Metered taxi operators on Sunday night welcomed the announcement by the provincial government that the Uber taxi industry would be regulated.
Gauteng Metered Taxi Council general secretary Hendrick Ndou said it was commendable that provincial stakeholders had finally stepped in and required that all Uber operators be known.
It also emerged on Sunday that Pretoria had witnessed more sporadic incidents of territorial violence between Uber and metered taxi operators with 204 attacks, most of them in Hatfield.
Joburg followed with 86 and there were four in Ekurhuleni.
Premier David Makhura said this escalation of violence between the two service providers was threatening peace and stability in the province.
Crimes committed include murder, attempted murder, arson, assault, theft, robbery, hijacking of vehicles and verbal intimidation.
Special task force
Makhura announced the establishment of a special police task force to bring the situation under control. He said he had also appointed a special cabinet committee tasked with ensuring that the taxi industry was integrated into the broader public transport system.
“The metered taxi service is regulated by section 66 of the National Land Transport Act 2009. The legislation is being amended to accommodate e-hailing services to legally allow for the registration of technology-based public transport operations,” he said.
“In the interim, the closest form of legislated and regulated public transport for Uber is that of the metered taxi service. This will legitimise their operations in the province and place them on an equally regulated footing with other public transport operators.
“Prior to 2007, the metered taxi industry was not registered on the Registration Administration System. The system is dedicated to the minibus taxi industry to enable their regulation and capturing of routes.”
There were 2909 meter taxi operators on the records of the Department of Roads and Transport, most not compliant, he said. There were about 500 metered taxis with permits since 2007.
“Between May 2016 and July 2017, the department received 2321 applications for the operating licences from Uber partner drivers. Of these, 624 have been approved and a further 209 are pending approval,” Makhura said.
‘Fair playing ground’
In reaction, Ndou said their call had always been for all transport operators to be licensed and subjected to the same requirements metered taxis had been complying with.
He conceded that although focus had been squarely on app-based operators being regulated to ensure a fair playing ground for all, they too had been guilty of non-compliance.
“We are not against competition; all we want are equal opportunities. Let people use the service they want to. But let us all be subjected to the same licensing requirements and regulations,” Ndou said.
“If metered taxis are to be restricted to certain areas, then so too should Uber be, unless it is a drop-off or pre-arranged trip.”

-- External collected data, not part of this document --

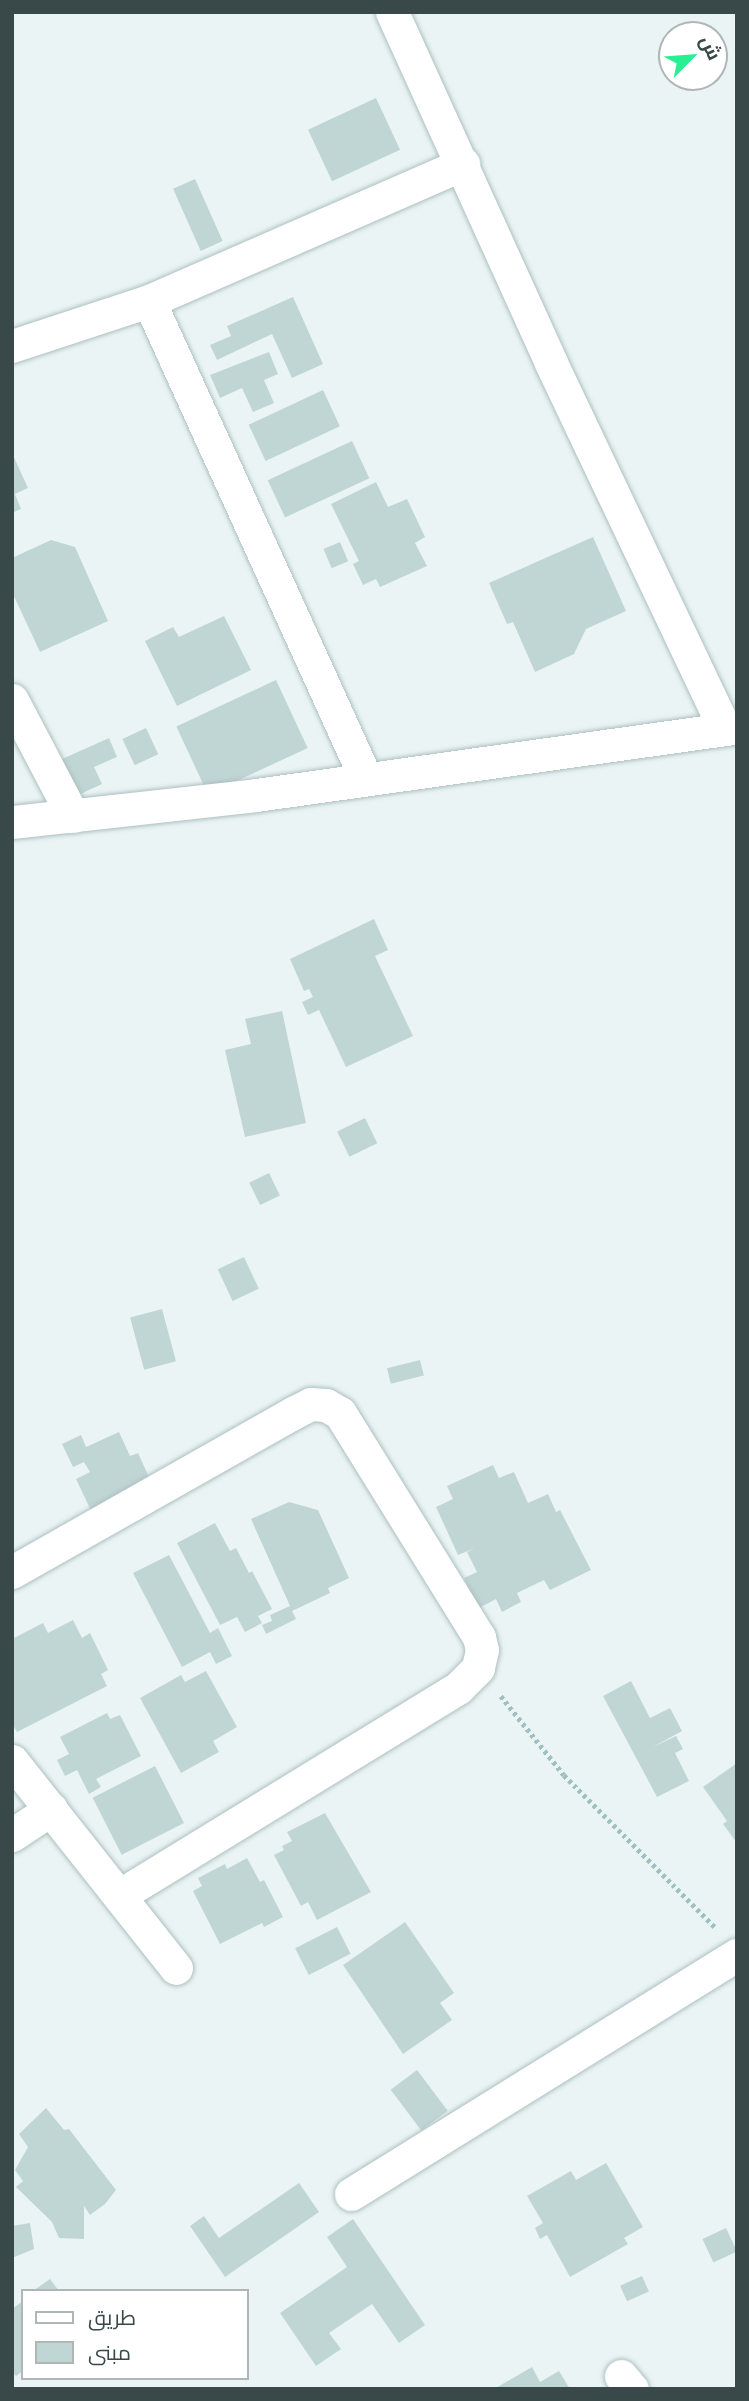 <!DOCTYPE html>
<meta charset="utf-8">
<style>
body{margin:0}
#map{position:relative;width:749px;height:2401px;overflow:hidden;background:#eaf4f4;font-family:Helvetica,Cairo,sans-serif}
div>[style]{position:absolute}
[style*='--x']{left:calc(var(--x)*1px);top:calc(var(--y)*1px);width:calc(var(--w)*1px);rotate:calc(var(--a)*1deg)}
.building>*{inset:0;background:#c0d6d5;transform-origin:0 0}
.path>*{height:4.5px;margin-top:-2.25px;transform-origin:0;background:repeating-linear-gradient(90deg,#9fc0c1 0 3.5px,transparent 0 7px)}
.roads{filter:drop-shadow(0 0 2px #adbfc0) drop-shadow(0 0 2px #adbfc0)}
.minor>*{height:33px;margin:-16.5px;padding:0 16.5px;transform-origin:16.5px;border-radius:16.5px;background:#fff}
span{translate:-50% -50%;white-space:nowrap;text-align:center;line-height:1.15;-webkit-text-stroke:6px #fff;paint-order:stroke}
.frame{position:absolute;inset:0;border:14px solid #394848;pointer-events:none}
.legend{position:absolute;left:21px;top:2289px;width:228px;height:91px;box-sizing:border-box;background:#fff;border:2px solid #b0b6b6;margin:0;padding:9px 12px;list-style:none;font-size:21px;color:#394848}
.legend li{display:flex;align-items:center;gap:14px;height:35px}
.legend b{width:35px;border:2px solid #b0b6b6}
.north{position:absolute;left:658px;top:21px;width:70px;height:70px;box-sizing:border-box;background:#fff;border:2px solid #b0b6b6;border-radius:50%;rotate:65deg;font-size:19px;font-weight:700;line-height:28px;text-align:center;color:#394848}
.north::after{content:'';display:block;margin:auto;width:24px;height:32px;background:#26f092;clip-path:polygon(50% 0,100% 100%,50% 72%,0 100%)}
</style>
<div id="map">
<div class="building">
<div style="left:376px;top:98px;width:57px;height:75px;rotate:65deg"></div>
<div style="left:195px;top:179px;width:68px;height:24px;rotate:66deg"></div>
<div style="clip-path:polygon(293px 297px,323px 364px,292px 378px,272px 334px,217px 360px,210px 345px,231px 336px,227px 326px)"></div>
<div style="clip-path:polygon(269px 352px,278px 374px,264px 380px,274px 403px,253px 412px,242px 388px,220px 398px,210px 375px)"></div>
<div style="left:323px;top:390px;width:40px;height:82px;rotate:65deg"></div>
<div style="left:352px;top:441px;width:41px;height:93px;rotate:65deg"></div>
<div style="clip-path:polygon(12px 453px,28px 488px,15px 494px,21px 509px,12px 513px)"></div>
<div style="clip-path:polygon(376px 482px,388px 507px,407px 499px,425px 537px,415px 543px,427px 566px,380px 587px,376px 579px,363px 585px,353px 564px,359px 561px,331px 504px)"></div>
<div style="clip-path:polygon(593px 537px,626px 611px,586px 629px,574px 654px,535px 672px,513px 622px,507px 624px,489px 583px)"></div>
<div style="clip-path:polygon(51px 540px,75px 547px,108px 621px,40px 652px,12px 592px,12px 558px)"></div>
<div style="left:340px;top:542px;width:21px;height:18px;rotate:67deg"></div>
<div style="clip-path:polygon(224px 616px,251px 670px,177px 706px,145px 641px,173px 627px,179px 637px)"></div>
<div style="left:276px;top:680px;width:75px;height:110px;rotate:65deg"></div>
<div style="left:146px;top:728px;width:29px;height:26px;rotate:65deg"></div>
<div style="clip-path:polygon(109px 738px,117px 757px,94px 767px,102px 784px,76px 796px,60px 760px)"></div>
<div style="clip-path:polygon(374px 919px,388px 950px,375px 956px,413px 1036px,346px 1067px,319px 1010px,308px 1015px,302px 1002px,313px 997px,309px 989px,304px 991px,290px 959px)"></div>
<div style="clip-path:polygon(282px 1011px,306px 1123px,245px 1137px,225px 1050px,251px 1044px,245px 1019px)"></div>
<div style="left:365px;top:1118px;width:28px;height:31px;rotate:64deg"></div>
<div style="left:269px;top:1173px;width:25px;height:22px;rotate:64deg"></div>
<div style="left:244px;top:1257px;width:35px;height:29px;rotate:65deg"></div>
<div style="left:162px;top:1309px;width:54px;height:33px;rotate:75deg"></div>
<div style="left:420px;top:1360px;width:16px;height:34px;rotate:76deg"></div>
<div style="clip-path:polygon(119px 1432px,130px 1456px,138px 1453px,149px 1477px,95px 1519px,76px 1479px,90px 1472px,84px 1462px,73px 1467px,62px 1444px,81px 1435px,86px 1447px)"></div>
<div style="clip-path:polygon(493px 1465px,499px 1478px,514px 1472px,528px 1503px,548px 1494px,556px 1512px,560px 1510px,591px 1570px,550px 1590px,544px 1580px,517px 1593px,521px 1602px,502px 1612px,496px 1599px,479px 1608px,464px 1578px,477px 1572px,467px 1552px,475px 1548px,458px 1555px,436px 1507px,453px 1499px,447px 1486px)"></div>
<div style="clip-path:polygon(289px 1502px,318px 1510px,349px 1578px,328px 1588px,330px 1593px,292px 1611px,296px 1619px,266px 1634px,262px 1625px,272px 1621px,270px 1615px,290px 1606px,251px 1519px)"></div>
<div style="clip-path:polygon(215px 1523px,230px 1551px,236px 1548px,249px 1573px,252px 1571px,272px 1609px,258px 1616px,262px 1623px,245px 1632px,237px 1617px,220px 1625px,177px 1543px)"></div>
<div style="clip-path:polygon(169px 1555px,210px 1633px,218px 1628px,232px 1656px,216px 1664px,210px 1652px,182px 1667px,133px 1573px)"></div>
<div style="clip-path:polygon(73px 1620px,82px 1638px,90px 1633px,108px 1670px,101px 1674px,107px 1686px,17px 1732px,12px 1723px,12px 1639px,43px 1623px,48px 1633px)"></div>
<div style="clip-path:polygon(206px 1671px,237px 1727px,213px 1741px,219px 1752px,181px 1773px,140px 1698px,181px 1675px,185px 1682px)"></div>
<div style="clip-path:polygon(631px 1681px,650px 1718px,670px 1708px,682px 1731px,653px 1747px,676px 1736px,683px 1749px,675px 1753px,689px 1781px,657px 1797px,603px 1696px)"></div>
<div style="clip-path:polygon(107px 1713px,110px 1719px,120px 1715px,141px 1756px,96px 1779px,101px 1787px,89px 1794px,77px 1770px,65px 1776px,57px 1760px,69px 1754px,60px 1737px)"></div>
<div style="clip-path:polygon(737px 1763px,737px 1843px,723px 1824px,727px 1821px,703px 1787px)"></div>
<div style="left:155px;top:1766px;width:64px;height:70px;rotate:63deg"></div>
<div style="clip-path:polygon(325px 1813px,371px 1892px,317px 1920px,308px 1902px,301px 1906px,274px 1855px,284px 1850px,282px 1846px,292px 1841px,287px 1832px)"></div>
<div style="clip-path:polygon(247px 1858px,260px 1882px,264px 1880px,283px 1917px,264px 1927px,262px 1923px,220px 1944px,193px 1891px,202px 1886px,198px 1878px,225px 1864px,227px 1869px)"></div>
<div style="clip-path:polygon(405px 1922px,454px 1993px,440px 2003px,452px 2020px,403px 2054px,343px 1965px)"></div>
<div style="left:337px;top:1927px;width:30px;height:47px;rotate:63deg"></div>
<div style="left:417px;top:2070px;width:51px;height:33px;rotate:53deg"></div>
<div style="clip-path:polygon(46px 2108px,64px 2130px,69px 2129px,116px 2190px,105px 2204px,90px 2215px,84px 2206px,84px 2239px,59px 2238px,52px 2222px,16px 2187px,23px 2181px,15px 2170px,28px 2147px,19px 2134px)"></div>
<div style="clip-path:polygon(606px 2163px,643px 2227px,624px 2238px,628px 2244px,570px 2277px,547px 2235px,540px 2239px,535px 2228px,543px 2223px,527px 2196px,571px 2171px,576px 2180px)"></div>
<div style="clip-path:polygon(299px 2183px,319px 2212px,225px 2277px,190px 2226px,204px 2216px,219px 2238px)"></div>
<div style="clip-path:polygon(353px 2219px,425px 2325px,399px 2343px,372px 2304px,329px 2333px,341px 2349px,316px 2366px,280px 2313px,347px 2267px,327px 2237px)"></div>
<div style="clip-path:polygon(30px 2223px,34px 2249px,12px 2258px,12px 2226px)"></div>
<div style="left:726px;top:2228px;width:26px;height:26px;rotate:65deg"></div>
<div style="left:642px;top:2276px;width:17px;height:24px;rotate:66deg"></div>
<div style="clip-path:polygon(50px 2279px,59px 2291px,33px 2291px)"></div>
<div style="clip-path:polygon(23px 2301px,23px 2371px,16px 2376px,12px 2372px,12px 2309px)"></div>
<div style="clip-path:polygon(532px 2367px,540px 2382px,559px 2371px,570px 2389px,494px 2389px)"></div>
</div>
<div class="path">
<div style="--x:501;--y:1696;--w:101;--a:51.4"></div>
<div style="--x:564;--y:1775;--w:216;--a:45.2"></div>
</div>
<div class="roads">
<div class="minor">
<div style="--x:392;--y:12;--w:385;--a:65.6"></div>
<div style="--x:551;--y:363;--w:403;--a:64.6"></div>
<div style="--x:149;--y:301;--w:525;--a:65.58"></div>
<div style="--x:12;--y:346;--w:144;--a:-18.2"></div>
<div style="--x:149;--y:301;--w:343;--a:-23.6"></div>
<div style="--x:12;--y:700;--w:131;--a:62.3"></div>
<div style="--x:12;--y:822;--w:245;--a:-6.3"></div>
<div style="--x:256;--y:795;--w:486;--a:-8"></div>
<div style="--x:12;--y:1572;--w:323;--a:-29.5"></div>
<div style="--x:293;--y:1413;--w:20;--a:-27"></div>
<div style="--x:311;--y:1404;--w:15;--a:4"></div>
<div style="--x:326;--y:1405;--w:16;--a:30"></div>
<div style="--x:340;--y:1413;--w:264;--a:58.2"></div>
<div style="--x:479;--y:1637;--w:13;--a:77"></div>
<div style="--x:482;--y:1650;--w:18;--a:103"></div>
<div style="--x:478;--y:1668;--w:28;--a:135"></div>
<div style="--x:458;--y:1688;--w:396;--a:148.5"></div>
<div style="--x:12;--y:1761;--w:264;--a:51.6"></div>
<div style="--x:12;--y:1835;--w:47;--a:-33.7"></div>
<div style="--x:351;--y:2194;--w:454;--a:-31.8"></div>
<div style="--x:621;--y:2376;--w:17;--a:50"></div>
</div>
</div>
<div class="frame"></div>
<ul class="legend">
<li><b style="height:9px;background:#fff"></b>طريق</li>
<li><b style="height:19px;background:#c0d6d5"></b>مبنى</li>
</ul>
<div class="north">ش</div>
</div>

Announcing the intervention, Makhura said this would be instituted immediately to avoid the situation getting to a point where “hits” were carried out.
“We will work closely to come up with a multi-sectoral intervention that will be rolled out in the entire province to bring this violence to an end and ensure no additional lives are lost.
“In this regard a special police task force will be established to bring the situation under control. Minister of Police Fikile Mbalula has committed to support the province in this regard.”
Makhura said a committee would be established that engaged extensively with the industry whenever there were challenges.
“In the meantime, I would like to urge all law enforcement agencies to impound those operators that are engaged in acts of violence; where life and limb is threatened we will not sit back. We will work tirelessly to end the violence,” he said.
Makhura said all operators of public transport should comply with efforts aimed at clamping down on illegal operators.
To date, a total of 66 vehicles had been impounded, 43 of these Uber, eight meter taxis and 15 minibus taxis, he said.
“We have increased police visibility in Tshwane, at OR Tambo International Airport and in Sandton, the identified hotspots for Uber and metered taxi violence.”
Low number of arrests
However, he expressed concern about the low number of arrests, with more than 166 cases reported and only 28 suspects arrested.
Transport MEC Ismail Vadi said: “Our main concern is that if we don’t have a list of Uber drivers, it will make it difficult to track down people with criminal records or criminal intentions should something happen.”
He said their drive for all transport modes to be regulated and registered was not with the intention of making it difficult for Uber drivers specifically, as historically metered taxis had also not been compliant.
Vadi noted they were aware that licence requirements stating that a car should not be older than 10 years were seen as discriminatory to metered taxi operators.
He added: “There will be no cut-off period for transport operators to comply with regulation requirements. Our main priority is to assist those who want to comply and make an honest living.”
Makhura concurred and added that instead of the archaic requirements which were often problematic and discriminatory, they wanted to rather focus on the cars being roadworthy in order to avoid unfairly discriminating against operators with older vehicles.